Note that many of these shelters may not have the bandwidth to constantly update every pet profile, so if you choose one, it may no longer be available. Kittens and puppies are some of the first animals to be adopted, so there may be a waiting list for adoption when you arrive. Be flexible and talk to the organization. They will guide you in the right direction.
apply for adoption
Let’s say you find a pet you want to adopt – and it’s available. Wonderful! First, you’ll fill out an adoption application, which can be found on each organization’s website.
You may have to wait as many organizations are dealing with an application flow. Eventually, however, you will be contacted via phone or email to discuss the application and your interests, and possibly schedule a virtual home visit. Some of the things you might be asked are:
- your pet history
- Whether your host allows pets
- If everyone in the house approves of this decision
- If you can afford to feed an animal
- If you are open to advice and information about caring for your new pet
- Whether you are allergic to your pet
The organization will then review your information and let you know if you have been approved.
Schedule a meet and greet
If you are approved, you schedule an appointment to meet your pet. Some local shelters will arrange face-to-face appointments so they can regulate how many people are at the facility and take appropriate action. Others may schedule video calls as a way to virtually meet the animal. Ask each organization what their process is when they contact you about your application so you can find one you’re comfortable with.

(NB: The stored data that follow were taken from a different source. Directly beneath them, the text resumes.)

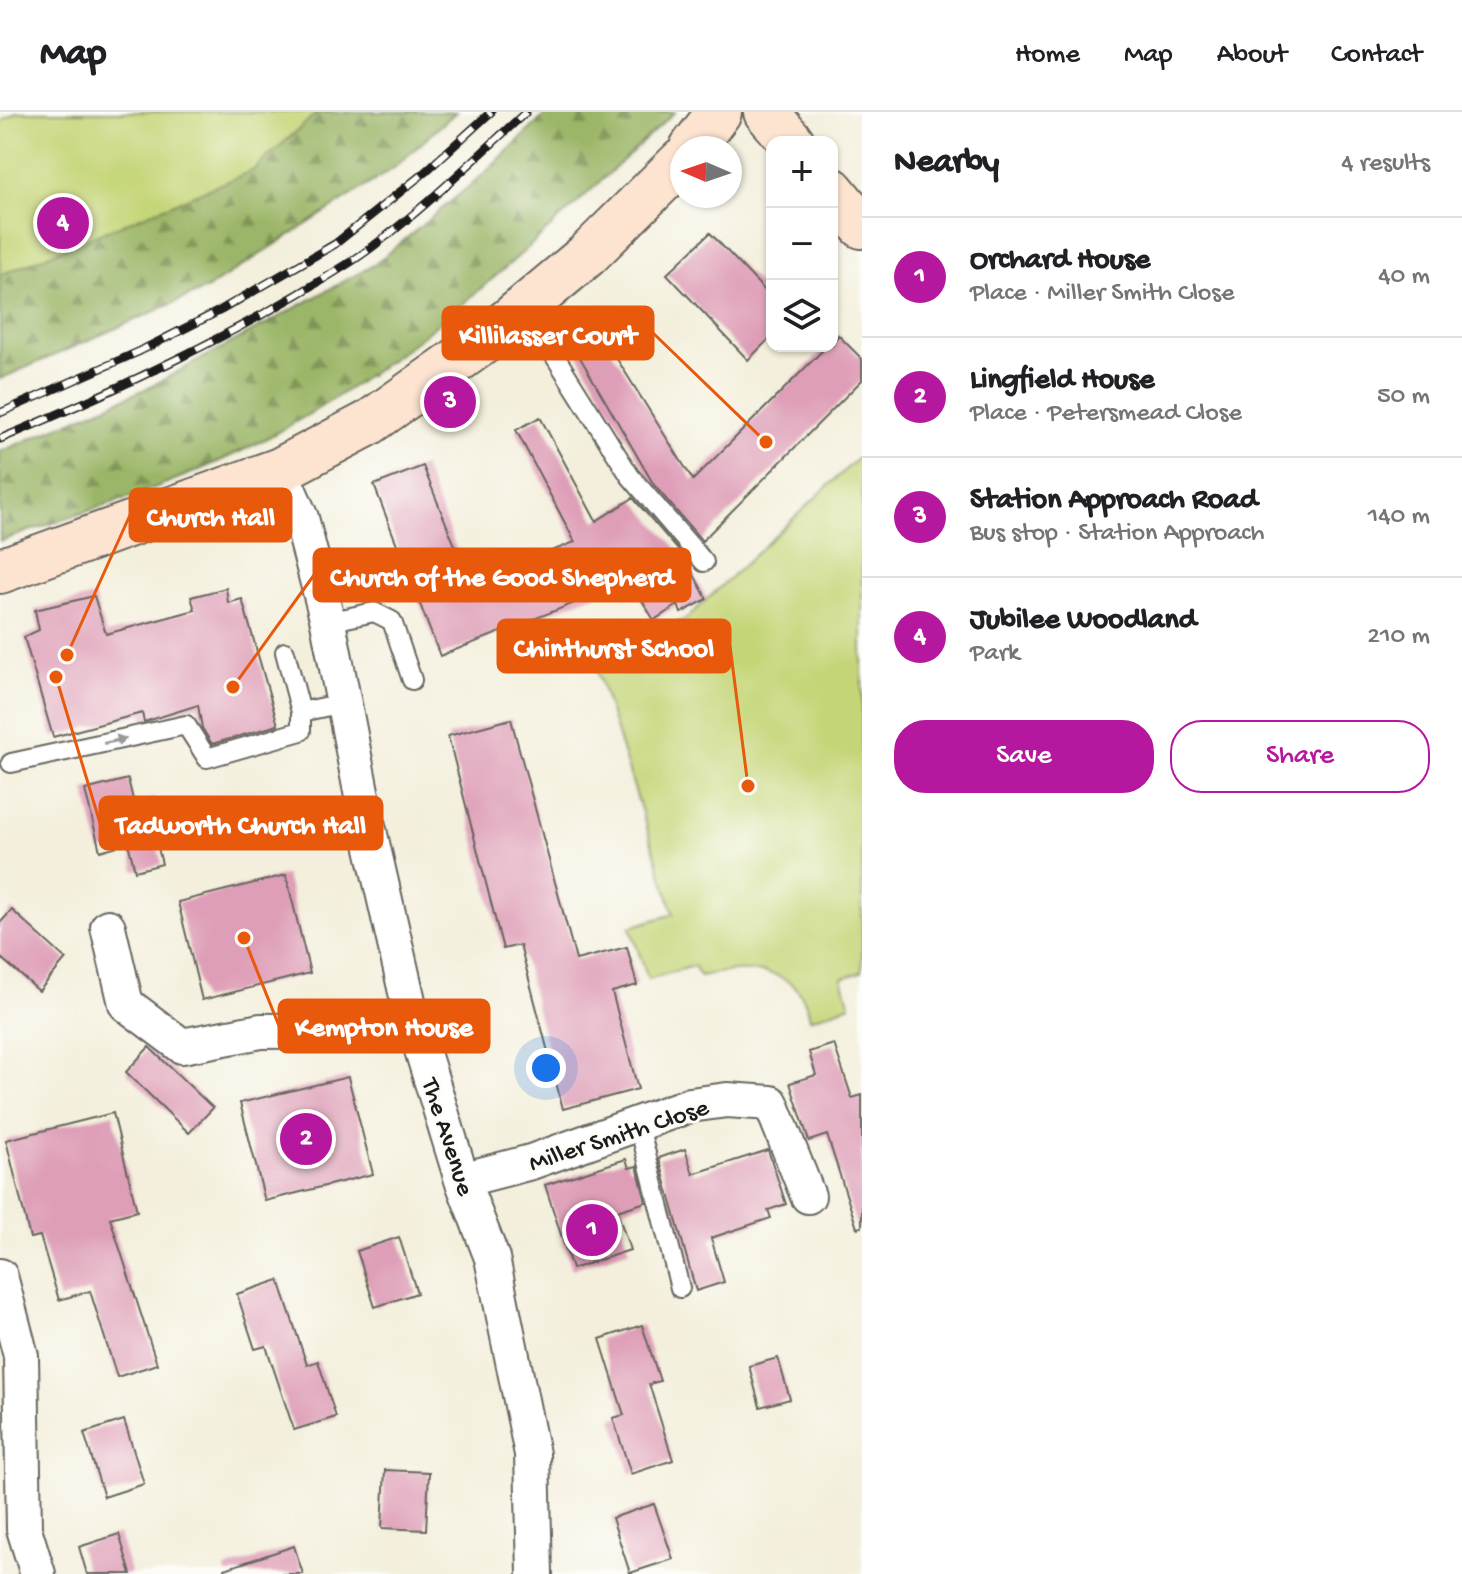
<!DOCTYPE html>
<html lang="en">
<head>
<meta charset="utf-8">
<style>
  :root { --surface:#fff; --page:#f2f2f2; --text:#202124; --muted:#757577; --line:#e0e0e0; --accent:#b5179e }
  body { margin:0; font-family:"Gochi Hand",sans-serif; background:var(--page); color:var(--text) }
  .controls { position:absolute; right:24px; top:24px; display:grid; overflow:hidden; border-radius:16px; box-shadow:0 2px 6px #0004 }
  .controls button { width:72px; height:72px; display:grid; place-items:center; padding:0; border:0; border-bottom:2px solid var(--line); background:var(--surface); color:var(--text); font:40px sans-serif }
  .compass { position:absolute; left:670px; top:24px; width:72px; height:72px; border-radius:50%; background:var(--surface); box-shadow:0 2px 6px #0004; rotate:272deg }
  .you { position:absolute; left:546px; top:956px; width:28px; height:28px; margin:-20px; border:6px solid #fff; border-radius:50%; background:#1a73e8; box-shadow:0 0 0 12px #1a73e833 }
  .badge { display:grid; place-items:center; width:52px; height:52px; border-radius:50%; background:var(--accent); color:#fff; font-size:26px; font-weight:700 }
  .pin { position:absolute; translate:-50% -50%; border:4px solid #fff; box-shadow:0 2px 8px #0006 }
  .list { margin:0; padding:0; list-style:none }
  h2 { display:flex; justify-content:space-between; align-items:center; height:104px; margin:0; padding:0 32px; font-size:34px }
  h2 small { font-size:26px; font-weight:400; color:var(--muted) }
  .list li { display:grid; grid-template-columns:52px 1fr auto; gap:24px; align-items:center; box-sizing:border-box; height:120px; padding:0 32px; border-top:2px solid var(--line) }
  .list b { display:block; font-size:30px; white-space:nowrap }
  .list p { margin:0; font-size:26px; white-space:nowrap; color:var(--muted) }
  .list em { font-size:26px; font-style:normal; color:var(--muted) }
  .actions { display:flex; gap:16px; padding:24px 32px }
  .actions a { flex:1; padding:18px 0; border:2px solid var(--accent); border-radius:32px; text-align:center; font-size:28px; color:var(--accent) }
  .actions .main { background:var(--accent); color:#fff }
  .icon { flex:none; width:44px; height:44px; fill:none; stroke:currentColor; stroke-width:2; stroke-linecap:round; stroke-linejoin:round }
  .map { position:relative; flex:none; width:862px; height:1462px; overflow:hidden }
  header { display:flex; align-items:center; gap:48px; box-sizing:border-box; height:112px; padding:0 40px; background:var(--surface); border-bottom:2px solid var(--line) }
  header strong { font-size:38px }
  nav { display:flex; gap:44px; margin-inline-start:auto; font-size:28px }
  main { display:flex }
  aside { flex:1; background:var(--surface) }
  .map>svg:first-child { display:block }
  .forest { fill:url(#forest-firs); stroke:#5c6942; stroke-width:2 }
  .park { fill:#c4d577; stroke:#70784a; stroke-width:2 }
  .building { fill:#de9eb7 }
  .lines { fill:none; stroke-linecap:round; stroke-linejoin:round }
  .service-casing { stroke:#67665f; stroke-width:22 }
  .minor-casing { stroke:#67665f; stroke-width:38 }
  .secondary-casing { stroke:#67665f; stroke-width:48 }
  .service { stroke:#fff; stroke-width:18 }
  .minor { stroke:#fff; stroke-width:34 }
  .secondary { stroke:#fde4d1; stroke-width:44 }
  .rail-casing { stroke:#1c1c1c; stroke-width:9 }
  .rail { stroke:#fdfcf7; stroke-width:6; stroke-dasharray:18; stroke-linecap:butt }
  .oneway { fill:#999 }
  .labels { text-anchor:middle; stroke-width:6; stroke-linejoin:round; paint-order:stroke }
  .street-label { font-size:26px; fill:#1c1c1c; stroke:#fdfcf7 }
  .leader { fill:none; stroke:#e8590c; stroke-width:3 }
  .callout-dot { fill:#e8590c; stroke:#fdfcf7; stroke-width:3 }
  .callout { fill:#e8590c; stroke:#e8590c; stroke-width:3 }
  .callout-label { font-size:28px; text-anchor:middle; font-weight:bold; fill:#fff }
</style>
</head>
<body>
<header>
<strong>Map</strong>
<nav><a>Home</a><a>Map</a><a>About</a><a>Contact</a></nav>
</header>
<main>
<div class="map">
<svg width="862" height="1462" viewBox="0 0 862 1462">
  <defs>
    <pattern id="forest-firs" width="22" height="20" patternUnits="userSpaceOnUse" patternTransform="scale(2)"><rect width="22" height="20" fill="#9bb668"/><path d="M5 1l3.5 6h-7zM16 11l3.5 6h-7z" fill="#7e9355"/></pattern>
  </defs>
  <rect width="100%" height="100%" fill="#fdfcf7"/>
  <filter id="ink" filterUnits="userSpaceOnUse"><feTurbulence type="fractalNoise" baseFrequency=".0125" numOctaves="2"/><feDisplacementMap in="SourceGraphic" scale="16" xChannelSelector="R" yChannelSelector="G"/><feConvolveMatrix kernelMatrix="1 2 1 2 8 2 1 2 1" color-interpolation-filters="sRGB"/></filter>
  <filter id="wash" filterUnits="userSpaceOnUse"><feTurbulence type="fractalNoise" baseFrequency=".006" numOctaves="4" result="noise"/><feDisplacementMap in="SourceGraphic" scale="32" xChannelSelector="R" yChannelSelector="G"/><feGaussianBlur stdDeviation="1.8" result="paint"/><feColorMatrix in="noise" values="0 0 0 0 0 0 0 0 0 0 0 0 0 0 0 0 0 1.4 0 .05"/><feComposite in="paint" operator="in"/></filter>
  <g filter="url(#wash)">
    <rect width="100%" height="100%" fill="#f3efdc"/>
    <!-- forest -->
    <path class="forest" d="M17,0H456L394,56L208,176L0,267V10Z
      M548,0H675C547,118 421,245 265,327C182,371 89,398 0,429V340L150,275L374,153L485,61Z"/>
    <!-- park -->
    <path class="park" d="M17,0H318L252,59L0,163V10Z
      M862,342V860L842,866L850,893L810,907C801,851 743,855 700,864L694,854L648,867L630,815L674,802L593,546L686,507Z"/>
    <g id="blocks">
      <!-- building -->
      <path class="building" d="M710,121L772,186V224L748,248L667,162Z
        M600,220L693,368L827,234H832L838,223L862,247V268L702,429L654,373L578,242Z
        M540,305L596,409L633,386L685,446L707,487L681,501L678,493L654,508L630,469L440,544L374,373L423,354L470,471L575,430L516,318Z
        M226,476L228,491L242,487L278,613L212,632L202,616L198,593L144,610L142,601L53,625L24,525L39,518L35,498L94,484L106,522L195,498L191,485Z
        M511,607L576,848L627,835L637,873L612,880L638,977L563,997L520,833L503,837L448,624Z
        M128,667L134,692L154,686L160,714L153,716L162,752L135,759L128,731L100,739L85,678Z
        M286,763L310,861L202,888L178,790Z
        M12,798L66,847L39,879L0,845V811Z
        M834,932L852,986L862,983V1115L857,1116L827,1023L809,1029L790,971L816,963L809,940Z
        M149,935L213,996L189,1021L126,960Z
        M348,965L373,1062L265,1089L240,991Z
        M113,1001L137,1099L110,1106L157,1252L117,1265L90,1179L59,1188L40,1124L30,1126L6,1028Z
        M685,1037L693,1062L768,1038L786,1092L768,1098L771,1106L711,1126L724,1170L696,1179L659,1046Z
        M626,1047L629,1056L637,1054L646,1090L617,1099L630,1138L572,1157L545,1073Z
        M399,1125L417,1181L375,1195L357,1139Z
        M279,1168L307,1253L318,1249L336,1305L294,1318L266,1234L255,1237L237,1182Z
        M642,1213L660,1269L649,1272L673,1348L631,1362L613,1306L624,1303L600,1227Z
        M778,1246L790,1287L760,1295L749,1254Z
        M124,1308L144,1372L104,1385L84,1321Z
        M385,1358L429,1360L426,1418L382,1416Z
        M654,1392L673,1447L630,1461L612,1406Z
        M119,1422L131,1462H87L79,1435Z
        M294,1434L303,1462H226L225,1457Z"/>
    </g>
  </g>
  <g filter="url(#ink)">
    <use href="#blocks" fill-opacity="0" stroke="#67665f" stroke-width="2"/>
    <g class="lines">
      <!-- service casing -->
      <g class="service-casing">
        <path id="service" d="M524,195L630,364L704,450
          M328,510L374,500L392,509L412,568
          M285,540L301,600
          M11,651L186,613L207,646L301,619V600L343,591
          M639,1014L680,1176"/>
      </g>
      <!-- minor casing -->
      <g class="minor-casing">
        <path id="minor" d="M280,358L301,406L328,510L366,705L411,902L462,1068L492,1146L532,1342L535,1462
          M108,815L126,892L182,934L261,919L370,918L411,902
          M462,1068L531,1050L690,993L727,988L771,991L808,1084
          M0,1164L21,1244L24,1417L38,1462"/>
      </g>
      <!-- secondary casing -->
      <g class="secondary-casing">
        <path id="secondary" d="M766,0L792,30
          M692,36L719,0
          M832,78L862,114
          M0,459L280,358L369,311L483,230L587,143L682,49"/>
      </g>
      <!-- service -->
      <use href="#service" class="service"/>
      <!-- minor -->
      <use href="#minor" class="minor"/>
      <!-- secondary -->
      <use href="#secondary" class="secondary"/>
      <!-- rail casing -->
      <g class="rail-casing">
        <path id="rail" d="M0,301L138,240L221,198L335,132L425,60L491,0
          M0,327C119,277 237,222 346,153C407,114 472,49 526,0"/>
      </g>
      <!-- rail -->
      <use href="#rail" class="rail"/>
    </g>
    <!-- one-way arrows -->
    <defs><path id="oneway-solid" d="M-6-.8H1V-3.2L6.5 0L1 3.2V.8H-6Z" transform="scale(2)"/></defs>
    <use class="oneway" href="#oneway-solid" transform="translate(115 629) rotate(-12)"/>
  </g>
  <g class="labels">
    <!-- street labels -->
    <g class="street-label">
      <text transform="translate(618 1021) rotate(-18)" y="9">Miller Smith Close</text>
      <text transform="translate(450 1024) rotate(72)" y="9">The Avenue</text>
    </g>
  </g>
  <!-- callouts -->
  <path class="leader" d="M766 330L653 221M67 543L130 403M233 575L314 463M748 674L730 534M56 565L100 711M244 826L279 914"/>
  <g class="callout-dot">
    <circle cx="766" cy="330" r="8"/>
    <circle cx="67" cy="543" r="8"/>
    <circle cx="233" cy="575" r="8"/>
    <circle cx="748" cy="674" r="8"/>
    <circle cx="56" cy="565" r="8"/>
    <circle cx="244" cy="826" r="8"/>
  </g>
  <g class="callout">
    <rect x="443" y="195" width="210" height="52" rx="8"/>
    <rect x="130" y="377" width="161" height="52" rx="8"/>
    <rect x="314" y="437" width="376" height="52" rx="8"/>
    <rect x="498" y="508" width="232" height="52" rx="8"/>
    <rect x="100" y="685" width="282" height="52" rx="8"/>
    <rect x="279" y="888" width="210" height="52" rx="8"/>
  </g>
  <g class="callout-label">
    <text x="548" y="231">Killilasser Court</text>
    <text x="211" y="413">Church Hall</text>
    <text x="502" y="473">Church of the Good Shepherd</text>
    <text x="614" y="544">Chinthurst School</text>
    <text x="241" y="721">Tadworth Church Hall</text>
    <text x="384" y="923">Kempton House</text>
  </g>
</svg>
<div class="controls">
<button>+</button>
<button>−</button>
<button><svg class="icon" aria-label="layers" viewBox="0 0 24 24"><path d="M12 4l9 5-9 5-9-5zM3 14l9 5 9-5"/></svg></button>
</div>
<svg class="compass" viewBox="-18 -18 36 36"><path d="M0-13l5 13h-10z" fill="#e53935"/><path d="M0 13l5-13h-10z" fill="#757577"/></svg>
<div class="you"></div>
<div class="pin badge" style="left:592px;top:1118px">1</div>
<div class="pin badge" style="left:306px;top:1027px">2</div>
<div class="pin badge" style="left:450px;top:290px">3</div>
<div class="pin badge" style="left:63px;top:111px">4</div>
</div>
<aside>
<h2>Nearby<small>4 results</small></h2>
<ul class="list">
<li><span class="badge">1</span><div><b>Orchard House</b><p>Place · Miller Smith Close</p></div><em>40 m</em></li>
<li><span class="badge">2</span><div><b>Lingfield House</b><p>Place · Petersmead Close</p></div><em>50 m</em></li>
<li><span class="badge">3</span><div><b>Station Approach Road</b><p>Bus stop · Station Approach</p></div><em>140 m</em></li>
<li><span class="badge">4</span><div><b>Jubilee Woodland</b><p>Park</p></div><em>210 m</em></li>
</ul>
<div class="actions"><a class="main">Save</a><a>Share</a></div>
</aside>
</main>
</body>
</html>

If all goes well, the organization will arrange a good time for you to pick up your pet, or they can find a volunteer or shipper to bring them to you.
If the pet is in a foster home
If the pet you want to adopt is being adopted, the organization can connect you to the foster family where it is currently living. This will be a virtual video call where you can “meet” your future pet during the call. This is a great time to ask the foster family detailed questions about the animal, its personality/behavior and see if there is anything you can do to make him happy and comfortable in your home.
Some organizations also offer adoption situations where you can temporarily foster a pet before deciding to adopt it officially. Since face-to-face meet and greet is not possible for many organizations, this is a good alternative to ensure that the adopter and pet are a good match.
Attend a virtual adoption event
Watch out for virtual adoption events! This type of meeting is a first for many organizations, but has become an effective way for adopters to learn about future pets. It’s also a great opportunity to hear from the establishment, learn about the adoption process, and “meet” a few different pets available for adoption.
We have seen great success in the operation our virtual adoption eventsrunning every weekend,” says Alena Jones. Houston Pets Live. Best Friends Animal Society also recently used Instagram hosting an “adoption”. “It allows the animals to be displayed in a way that isn’t stressful for them, and their personalities can really shine through,” Licari says. Puppy Kitty NYCRecently held its first event on Zoom. (Disclosure: Puppy Kitty NYC is an organization I promote and volunteer for regularly.)
Make sure to follow these organizations on social media to see their adoptable pets and find out when the next virtual adoption event will be.